[[ Records open ]]

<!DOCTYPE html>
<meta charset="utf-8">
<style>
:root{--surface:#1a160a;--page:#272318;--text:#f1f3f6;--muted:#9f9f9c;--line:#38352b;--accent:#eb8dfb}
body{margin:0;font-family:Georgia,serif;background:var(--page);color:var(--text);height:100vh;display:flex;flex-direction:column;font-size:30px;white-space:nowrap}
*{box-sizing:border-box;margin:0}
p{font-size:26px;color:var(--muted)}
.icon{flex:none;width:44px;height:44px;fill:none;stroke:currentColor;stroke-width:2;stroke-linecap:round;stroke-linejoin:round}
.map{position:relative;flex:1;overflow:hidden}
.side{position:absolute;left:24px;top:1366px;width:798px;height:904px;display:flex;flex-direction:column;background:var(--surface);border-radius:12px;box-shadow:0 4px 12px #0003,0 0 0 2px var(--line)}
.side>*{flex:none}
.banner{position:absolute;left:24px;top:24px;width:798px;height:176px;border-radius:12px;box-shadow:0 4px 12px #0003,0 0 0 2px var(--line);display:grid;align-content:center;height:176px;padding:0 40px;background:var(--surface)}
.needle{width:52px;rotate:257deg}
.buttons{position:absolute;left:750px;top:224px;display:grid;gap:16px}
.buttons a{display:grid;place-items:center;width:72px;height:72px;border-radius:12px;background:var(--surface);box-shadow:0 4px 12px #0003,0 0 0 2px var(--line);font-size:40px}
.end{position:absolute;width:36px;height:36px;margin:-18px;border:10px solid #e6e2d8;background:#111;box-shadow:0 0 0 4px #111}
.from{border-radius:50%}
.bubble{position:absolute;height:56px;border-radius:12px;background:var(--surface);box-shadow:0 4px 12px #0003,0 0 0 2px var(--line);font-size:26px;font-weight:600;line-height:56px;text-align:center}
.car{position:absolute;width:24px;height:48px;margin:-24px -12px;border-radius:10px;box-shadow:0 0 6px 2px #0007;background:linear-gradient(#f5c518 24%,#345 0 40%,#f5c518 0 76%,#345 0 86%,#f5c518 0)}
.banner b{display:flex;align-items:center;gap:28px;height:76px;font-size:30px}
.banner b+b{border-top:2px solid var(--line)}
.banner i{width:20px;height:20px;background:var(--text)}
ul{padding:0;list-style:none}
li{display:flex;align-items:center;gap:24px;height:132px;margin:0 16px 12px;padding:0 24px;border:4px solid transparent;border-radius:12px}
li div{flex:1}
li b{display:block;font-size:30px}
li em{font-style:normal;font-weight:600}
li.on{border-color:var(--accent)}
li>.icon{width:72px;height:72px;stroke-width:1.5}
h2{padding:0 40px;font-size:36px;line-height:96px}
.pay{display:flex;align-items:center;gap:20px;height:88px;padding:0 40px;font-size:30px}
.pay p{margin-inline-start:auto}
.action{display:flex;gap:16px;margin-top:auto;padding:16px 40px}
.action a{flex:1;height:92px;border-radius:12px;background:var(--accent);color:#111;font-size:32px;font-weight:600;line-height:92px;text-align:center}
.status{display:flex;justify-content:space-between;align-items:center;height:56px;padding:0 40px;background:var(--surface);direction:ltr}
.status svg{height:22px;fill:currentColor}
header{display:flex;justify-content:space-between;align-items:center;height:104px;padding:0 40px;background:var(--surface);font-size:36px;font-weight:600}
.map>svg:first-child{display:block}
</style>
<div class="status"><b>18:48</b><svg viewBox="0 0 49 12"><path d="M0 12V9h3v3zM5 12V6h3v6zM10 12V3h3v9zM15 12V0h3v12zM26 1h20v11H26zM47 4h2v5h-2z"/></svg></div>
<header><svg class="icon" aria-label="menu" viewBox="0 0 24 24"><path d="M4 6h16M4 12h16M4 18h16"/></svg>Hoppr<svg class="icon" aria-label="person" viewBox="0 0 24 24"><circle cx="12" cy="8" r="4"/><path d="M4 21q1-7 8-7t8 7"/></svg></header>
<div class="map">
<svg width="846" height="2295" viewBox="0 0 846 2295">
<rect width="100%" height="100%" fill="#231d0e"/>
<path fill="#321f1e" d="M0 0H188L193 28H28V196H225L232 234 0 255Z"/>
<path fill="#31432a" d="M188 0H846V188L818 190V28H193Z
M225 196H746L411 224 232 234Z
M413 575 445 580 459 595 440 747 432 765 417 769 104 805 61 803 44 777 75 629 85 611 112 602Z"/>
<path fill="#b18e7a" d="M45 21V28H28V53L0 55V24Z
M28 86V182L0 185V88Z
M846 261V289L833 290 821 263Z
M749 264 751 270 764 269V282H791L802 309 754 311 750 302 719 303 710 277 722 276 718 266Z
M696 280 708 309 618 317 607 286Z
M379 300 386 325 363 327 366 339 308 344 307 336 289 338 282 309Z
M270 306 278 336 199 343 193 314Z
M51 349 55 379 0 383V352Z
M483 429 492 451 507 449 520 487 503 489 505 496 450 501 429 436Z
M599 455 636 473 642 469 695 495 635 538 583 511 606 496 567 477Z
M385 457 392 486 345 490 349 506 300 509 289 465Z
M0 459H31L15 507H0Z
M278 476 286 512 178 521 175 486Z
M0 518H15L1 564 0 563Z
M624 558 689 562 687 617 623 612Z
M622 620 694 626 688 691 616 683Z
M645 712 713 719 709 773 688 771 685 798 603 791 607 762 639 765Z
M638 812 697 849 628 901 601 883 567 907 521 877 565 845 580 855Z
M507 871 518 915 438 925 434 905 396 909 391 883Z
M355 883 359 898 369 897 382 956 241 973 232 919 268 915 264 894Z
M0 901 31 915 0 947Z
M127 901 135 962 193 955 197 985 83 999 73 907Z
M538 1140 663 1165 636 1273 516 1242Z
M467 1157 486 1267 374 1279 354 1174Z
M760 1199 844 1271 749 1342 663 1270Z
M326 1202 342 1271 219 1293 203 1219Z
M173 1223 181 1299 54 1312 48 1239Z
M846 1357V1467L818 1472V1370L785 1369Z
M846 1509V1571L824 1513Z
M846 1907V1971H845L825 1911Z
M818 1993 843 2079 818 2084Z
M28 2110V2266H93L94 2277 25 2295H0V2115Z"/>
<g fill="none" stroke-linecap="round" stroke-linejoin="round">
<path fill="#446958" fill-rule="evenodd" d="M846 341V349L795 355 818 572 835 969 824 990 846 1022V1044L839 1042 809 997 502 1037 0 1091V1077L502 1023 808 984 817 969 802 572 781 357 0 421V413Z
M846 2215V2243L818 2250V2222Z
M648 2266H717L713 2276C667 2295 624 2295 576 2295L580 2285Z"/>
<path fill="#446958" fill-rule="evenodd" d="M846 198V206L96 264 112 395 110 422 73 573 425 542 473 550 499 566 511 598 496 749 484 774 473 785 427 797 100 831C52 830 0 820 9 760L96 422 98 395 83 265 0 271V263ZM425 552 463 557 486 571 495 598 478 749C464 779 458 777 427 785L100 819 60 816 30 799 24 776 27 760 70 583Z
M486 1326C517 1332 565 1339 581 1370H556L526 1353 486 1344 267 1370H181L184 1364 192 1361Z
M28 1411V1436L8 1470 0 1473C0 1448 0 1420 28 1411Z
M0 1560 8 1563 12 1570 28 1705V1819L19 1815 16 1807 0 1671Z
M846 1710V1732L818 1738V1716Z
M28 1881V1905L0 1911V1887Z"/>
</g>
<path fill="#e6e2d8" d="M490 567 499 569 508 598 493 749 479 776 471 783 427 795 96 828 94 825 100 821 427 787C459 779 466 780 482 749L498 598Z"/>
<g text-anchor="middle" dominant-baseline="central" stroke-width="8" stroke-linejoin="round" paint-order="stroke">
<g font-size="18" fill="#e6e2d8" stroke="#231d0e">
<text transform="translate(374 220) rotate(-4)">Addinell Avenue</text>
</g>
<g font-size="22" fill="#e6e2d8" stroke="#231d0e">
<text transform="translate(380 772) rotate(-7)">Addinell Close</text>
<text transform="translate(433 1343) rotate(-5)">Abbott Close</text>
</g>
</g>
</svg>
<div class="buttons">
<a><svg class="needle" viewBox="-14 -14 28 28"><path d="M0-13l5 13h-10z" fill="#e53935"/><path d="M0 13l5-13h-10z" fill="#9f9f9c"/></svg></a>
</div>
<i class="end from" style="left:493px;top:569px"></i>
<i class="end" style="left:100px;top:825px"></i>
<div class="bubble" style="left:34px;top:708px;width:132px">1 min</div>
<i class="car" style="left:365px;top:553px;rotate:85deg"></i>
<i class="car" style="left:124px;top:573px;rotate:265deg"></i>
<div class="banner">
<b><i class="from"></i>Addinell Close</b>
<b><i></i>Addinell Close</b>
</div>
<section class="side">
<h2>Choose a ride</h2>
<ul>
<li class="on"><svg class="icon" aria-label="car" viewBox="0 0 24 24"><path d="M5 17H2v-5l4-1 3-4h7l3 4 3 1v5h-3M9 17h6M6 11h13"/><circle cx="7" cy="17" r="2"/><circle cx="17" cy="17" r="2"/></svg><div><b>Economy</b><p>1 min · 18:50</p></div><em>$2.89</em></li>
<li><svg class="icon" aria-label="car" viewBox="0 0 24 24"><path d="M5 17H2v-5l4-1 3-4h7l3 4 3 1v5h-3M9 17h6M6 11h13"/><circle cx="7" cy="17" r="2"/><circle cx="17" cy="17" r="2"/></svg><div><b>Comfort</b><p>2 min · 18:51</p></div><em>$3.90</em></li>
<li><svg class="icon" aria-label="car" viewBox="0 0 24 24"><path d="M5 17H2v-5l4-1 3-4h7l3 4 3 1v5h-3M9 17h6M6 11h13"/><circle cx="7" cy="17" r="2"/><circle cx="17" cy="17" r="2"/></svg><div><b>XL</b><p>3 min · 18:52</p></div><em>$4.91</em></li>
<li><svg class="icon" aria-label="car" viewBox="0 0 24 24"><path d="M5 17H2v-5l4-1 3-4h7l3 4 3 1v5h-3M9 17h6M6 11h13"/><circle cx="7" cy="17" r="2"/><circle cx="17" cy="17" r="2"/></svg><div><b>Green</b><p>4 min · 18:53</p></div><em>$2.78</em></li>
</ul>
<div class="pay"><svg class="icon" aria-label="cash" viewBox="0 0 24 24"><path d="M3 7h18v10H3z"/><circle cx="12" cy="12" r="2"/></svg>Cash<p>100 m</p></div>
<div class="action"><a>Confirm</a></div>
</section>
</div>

[[ Records closed ]]

Directions for this task » From the entries above, return exactly the line containing "min · 18:51</p></div><em>$3.90</em></li>", the line containing "min · 18:52</p></div><em>$4.91</em></li>", and all lines between, and nothing else.

Solution to this exercise »
<li><svg class="icon" aria-label="car" viewBox="0 0 24 24"><path d="M5 17H2v-5l4-1 3-4h7l3 4 3 1v5h-3M9 17h6M6 11h13"/><circle cx="7" cy="17" r="2"/><circle cx="17" cy="17" r="2"/></svg><div><b>Comfort</b><p>2 min · 18:51</p></div><em>$3.90</em></li>
<li><svg class="icon" aria-label="car" viewBox="0 0 24 24"><path d="M5 17H2v-5l4-1 3-4h7l3 4 3 1v5h-3M9 17h6M6 11h13"/><circle cx="7" cy="17" r="2"/><circle cx="17" cy="17" r="2"/></svg><div><b>XL</b><p>3 min · 18:52</p></div><em>$4.91</em></li>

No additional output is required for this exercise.